Monday 29 April 2013

Women at Work - Labours of Love

We've been back to the conservator, in the past few months. The results are deeply gratifying.

A notable case is the painting of a woman sitting and working at a spinning wheel, and wearing wooden clogs. It's painted in oils on heavy canvas, and had never been mounted or framed. It's a work we have associated with Bertha's visit to Qu├ębec in 1907, though we haven't been able to establish that with certainty.

The surface was obscured in many places by a bluish haze, ostensibly similar to the moisture-related discolouration we'd seen on other paintings. Our good friends at St Germain Gallery were pleased to pass it along to their conservator. To their more experienced eyes, the problem appeared to have a different cause, but the expert would find out for sure.

Their intuitions were correct, as things turned out. The conservator found that the obscuring effects were due to micro-cracking of the paint and varnish. Happily, a thorough cleaning and re-varnishing cured the problem entirely. As we have seen many times before, the transformation was astonishing. Suddenly we were were able to see a wonderful work of art, revealed anew after decades in hiding.

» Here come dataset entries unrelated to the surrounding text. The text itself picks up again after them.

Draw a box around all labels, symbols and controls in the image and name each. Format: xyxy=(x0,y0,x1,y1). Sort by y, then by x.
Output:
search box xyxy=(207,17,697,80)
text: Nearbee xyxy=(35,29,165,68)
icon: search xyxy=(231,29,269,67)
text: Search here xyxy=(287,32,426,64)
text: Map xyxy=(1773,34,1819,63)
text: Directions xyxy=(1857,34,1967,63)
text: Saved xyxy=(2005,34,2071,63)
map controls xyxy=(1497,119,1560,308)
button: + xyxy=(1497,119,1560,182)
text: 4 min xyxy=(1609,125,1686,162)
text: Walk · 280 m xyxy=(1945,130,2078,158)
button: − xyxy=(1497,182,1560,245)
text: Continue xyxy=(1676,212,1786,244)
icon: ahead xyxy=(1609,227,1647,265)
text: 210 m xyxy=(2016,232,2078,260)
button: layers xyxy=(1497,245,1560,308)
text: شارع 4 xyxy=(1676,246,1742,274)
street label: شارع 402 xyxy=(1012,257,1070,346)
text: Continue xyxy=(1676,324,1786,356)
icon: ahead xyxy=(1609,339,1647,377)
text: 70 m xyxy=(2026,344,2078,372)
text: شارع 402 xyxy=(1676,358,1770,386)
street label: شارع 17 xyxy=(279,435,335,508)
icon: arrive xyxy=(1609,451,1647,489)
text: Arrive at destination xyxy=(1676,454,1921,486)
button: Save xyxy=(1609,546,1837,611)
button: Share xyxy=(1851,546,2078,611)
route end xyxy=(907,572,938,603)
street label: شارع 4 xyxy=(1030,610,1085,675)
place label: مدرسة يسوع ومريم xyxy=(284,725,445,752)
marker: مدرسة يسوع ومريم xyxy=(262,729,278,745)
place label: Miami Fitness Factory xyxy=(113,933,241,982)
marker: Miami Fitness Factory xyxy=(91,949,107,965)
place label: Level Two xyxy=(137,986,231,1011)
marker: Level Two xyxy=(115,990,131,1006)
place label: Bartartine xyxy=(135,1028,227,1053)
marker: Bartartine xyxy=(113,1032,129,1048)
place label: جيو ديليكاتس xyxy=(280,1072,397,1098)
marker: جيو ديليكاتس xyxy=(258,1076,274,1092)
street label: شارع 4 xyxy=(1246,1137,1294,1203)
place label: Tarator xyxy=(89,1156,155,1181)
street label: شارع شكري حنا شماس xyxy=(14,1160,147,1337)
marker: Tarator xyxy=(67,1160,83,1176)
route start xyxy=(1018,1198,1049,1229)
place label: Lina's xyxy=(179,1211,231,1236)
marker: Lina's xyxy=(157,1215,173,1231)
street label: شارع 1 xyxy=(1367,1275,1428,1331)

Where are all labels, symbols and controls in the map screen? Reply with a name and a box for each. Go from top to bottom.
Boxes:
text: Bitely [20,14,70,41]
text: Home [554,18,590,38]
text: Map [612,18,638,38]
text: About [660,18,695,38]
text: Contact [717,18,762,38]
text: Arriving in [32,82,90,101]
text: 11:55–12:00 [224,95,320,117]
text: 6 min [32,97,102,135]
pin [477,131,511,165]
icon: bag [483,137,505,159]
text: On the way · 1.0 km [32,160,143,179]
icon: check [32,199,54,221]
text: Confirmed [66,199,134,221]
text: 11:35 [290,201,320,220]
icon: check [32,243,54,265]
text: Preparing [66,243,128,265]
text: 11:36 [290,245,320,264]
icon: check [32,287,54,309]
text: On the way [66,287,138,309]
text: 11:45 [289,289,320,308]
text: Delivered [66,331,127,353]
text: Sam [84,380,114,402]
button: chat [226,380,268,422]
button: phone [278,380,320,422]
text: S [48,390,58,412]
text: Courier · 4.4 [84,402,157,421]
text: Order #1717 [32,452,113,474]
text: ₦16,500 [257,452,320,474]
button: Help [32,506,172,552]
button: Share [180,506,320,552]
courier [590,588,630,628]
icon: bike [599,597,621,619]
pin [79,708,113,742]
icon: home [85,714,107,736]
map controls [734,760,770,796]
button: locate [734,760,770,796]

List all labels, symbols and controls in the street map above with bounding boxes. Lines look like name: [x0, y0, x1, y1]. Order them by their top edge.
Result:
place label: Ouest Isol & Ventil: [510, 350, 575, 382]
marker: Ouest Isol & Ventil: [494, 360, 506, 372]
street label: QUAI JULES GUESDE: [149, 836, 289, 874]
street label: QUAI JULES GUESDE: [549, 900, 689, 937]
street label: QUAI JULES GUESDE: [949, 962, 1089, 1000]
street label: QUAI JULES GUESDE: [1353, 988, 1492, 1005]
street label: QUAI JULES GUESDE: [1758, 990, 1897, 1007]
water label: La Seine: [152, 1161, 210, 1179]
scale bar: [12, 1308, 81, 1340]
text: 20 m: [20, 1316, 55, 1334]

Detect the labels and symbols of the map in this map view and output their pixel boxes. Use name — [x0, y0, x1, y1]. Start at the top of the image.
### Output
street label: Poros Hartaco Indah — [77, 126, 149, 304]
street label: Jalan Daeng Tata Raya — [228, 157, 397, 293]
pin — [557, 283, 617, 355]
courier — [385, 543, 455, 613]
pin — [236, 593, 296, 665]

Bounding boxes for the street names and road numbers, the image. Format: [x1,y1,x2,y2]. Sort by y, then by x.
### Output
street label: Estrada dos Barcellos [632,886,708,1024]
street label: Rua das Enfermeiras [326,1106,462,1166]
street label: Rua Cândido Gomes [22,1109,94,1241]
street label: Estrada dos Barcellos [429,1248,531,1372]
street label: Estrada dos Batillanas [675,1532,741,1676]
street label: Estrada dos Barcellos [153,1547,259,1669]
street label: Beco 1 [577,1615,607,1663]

Not to have the painting mounted and framed was unthinkable. Young Kim, owner of the St Germain Gallery, immediately showed us the frame he thought would work best. He told us that he had known since his first glimpse of the painting, even in its pre-rescued obscurity, which frame would look best. His instinct was entirely correct. The new frame suits the work perfectly.

My sister observed that, along with the spinning wheel paintings, there are a number of works, probably from around that general time period, that share an interesting theme. They all depict women engaged in a variety of creative activities:  spinning, knitting or sewing, playing (or preparing to play) music, painting. They are in a range of styles, different in many ways, but to me they have a common underlying character. They all capture the serenity and dignity of the activities portrayed, the repose and quiet concentration that come after long hours of dedicated practice and commitment to something worthwhile.